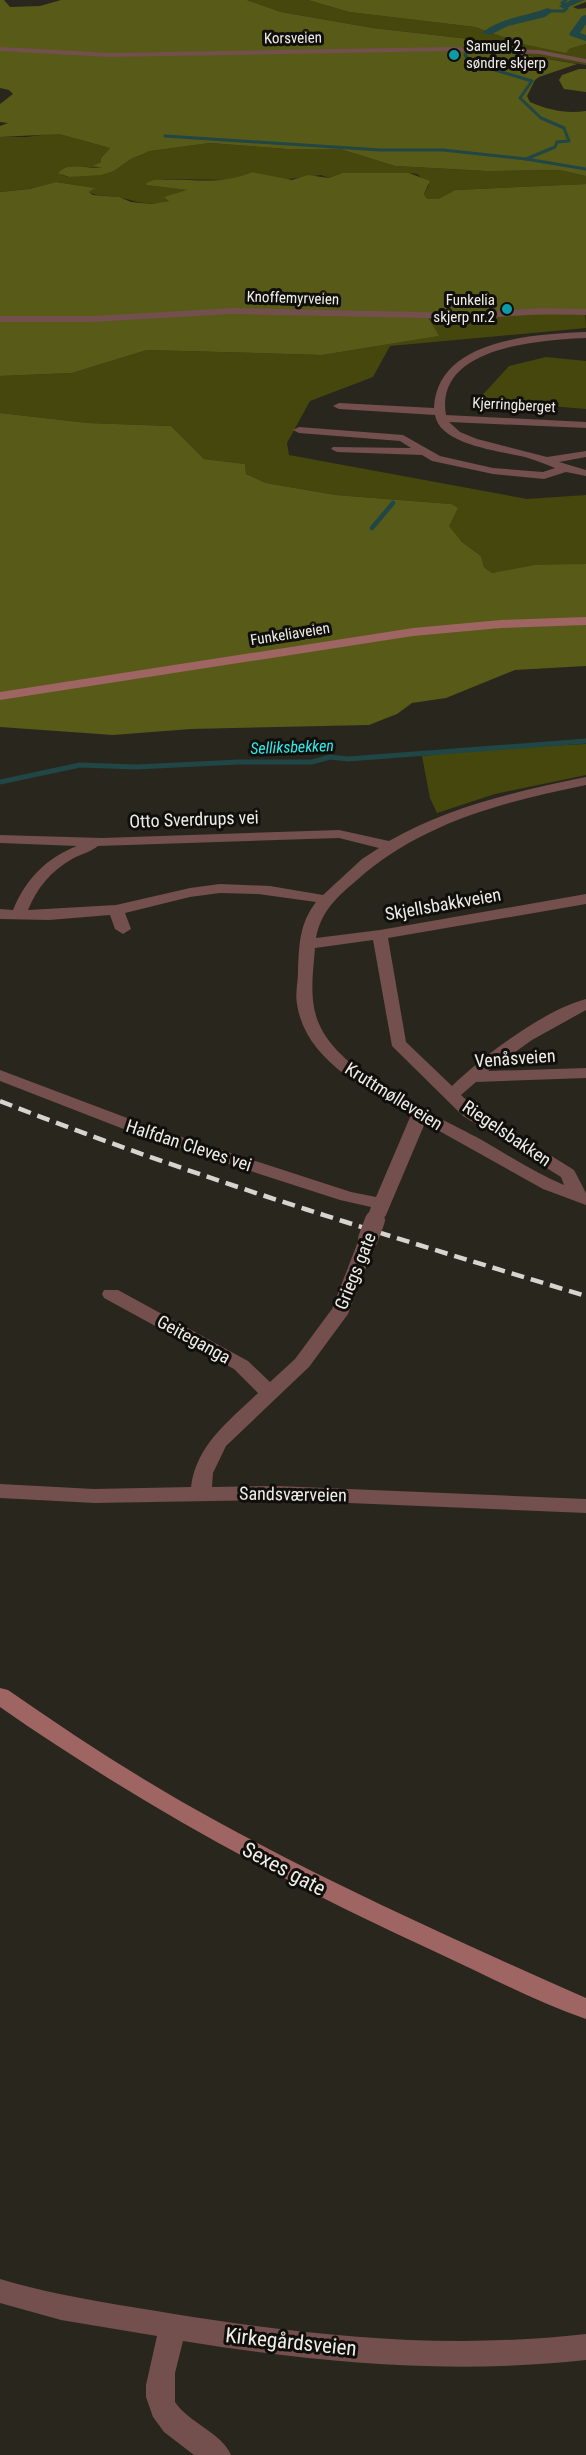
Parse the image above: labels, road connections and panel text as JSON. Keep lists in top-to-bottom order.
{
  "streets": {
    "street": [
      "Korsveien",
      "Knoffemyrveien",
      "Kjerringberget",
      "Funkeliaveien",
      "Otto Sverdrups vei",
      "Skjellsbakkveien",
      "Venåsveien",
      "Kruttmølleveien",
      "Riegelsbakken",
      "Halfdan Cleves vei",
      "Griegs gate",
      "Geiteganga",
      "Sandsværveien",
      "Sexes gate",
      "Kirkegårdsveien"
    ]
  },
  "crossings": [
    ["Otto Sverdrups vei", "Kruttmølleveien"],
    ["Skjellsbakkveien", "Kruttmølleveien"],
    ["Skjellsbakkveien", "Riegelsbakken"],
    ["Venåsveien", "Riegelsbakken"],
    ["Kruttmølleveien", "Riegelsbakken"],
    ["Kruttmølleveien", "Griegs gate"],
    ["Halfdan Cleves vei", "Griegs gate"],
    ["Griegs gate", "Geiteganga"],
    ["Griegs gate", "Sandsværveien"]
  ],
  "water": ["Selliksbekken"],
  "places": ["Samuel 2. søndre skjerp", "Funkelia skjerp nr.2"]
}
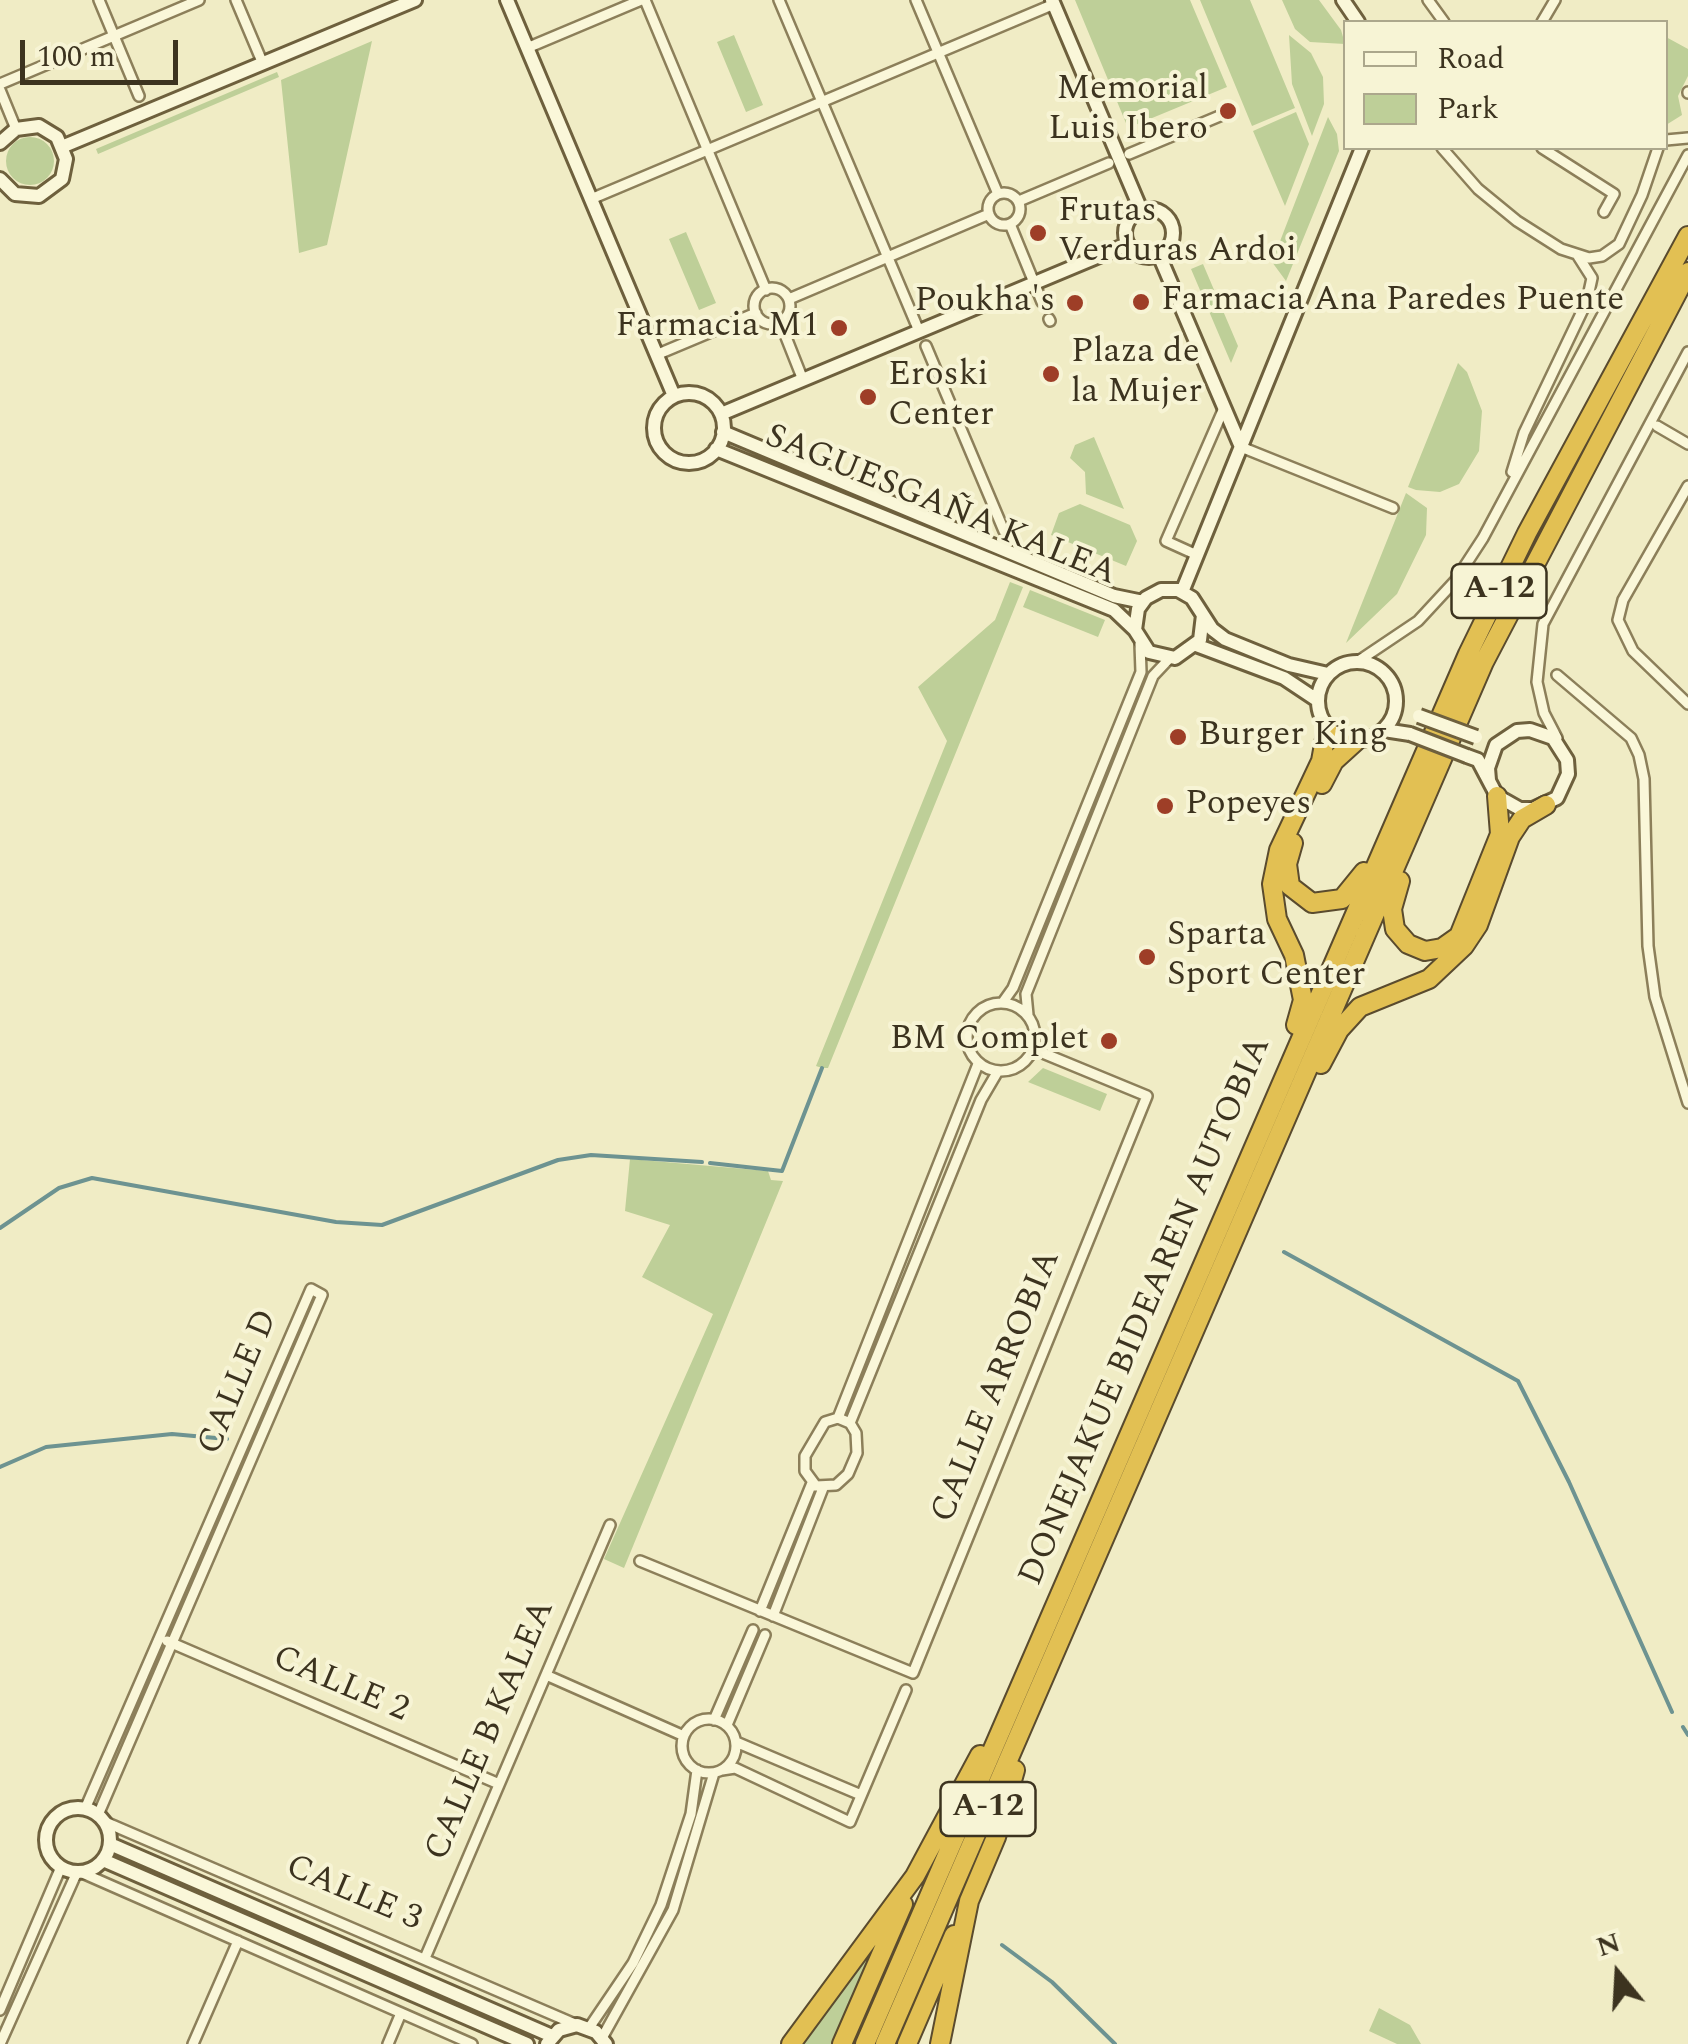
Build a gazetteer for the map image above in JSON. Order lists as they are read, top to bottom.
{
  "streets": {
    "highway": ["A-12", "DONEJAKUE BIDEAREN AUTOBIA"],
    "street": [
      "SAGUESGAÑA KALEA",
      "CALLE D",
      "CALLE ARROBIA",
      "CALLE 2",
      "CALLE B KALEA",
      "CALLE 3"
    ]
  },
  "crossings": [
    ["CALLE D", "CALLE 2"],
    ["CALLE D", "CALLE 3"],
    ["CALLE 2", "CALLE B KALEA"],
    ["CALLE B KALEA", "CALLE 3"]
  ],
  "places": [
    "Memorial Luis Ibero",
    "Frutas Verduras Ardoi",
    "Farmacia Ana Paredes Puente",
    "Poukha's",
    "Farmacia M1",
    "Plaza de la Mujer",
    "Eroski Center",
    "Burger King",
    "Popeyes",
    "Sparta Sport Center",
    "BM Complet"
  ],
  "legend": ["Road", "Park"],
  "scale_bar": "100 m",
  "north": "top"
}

> _ASSIGNED TASK_
Repeat only the stretch of lines that begins at the line containing "Build a gazetteer" and ends at the last line above, both included.

> _RESPONSE_
Build a gazetteer for the map image above in JSON. Order lists as they are read, top to bottom.
{
  "streets": {
    "highway": ["A-12", "DONEJAKUE BIDEAREN AUTOBIA"],
    "street": [
      "SAGUESGAÑA KALEA",
      "CALLE D",
      "CALLE ARROBIA",
      "CALLE 2",
      "CALLE B KALEA",
      "CALLE 3"
    ]
  },
  "crossings": [
    ["CALLE D", "CALLE 2"],
    ["CALLE D", "CALLE 3"],
    ["CALLE 2", "CALLE B KALEA"],
    ["CALLE B KALEA", "CALLE 3"]
  ],
  "places": [
    "Memorial Luis Ibero",
    "Frutas Verduras Ardoi",
    "Farmacia Ana Paredes Puente",
    "Poukha's",
    "Farmacia M1",
    "Plaza de la Mujer",
    "Eroski Center",
    "Burger King",
    "Popeyes",
    "Sparta Sport Center",
    "BM Complet"
  ],
  "legend": ["Road", "Park"],
  "scale_bar": "100 m",
  "north": "top"
}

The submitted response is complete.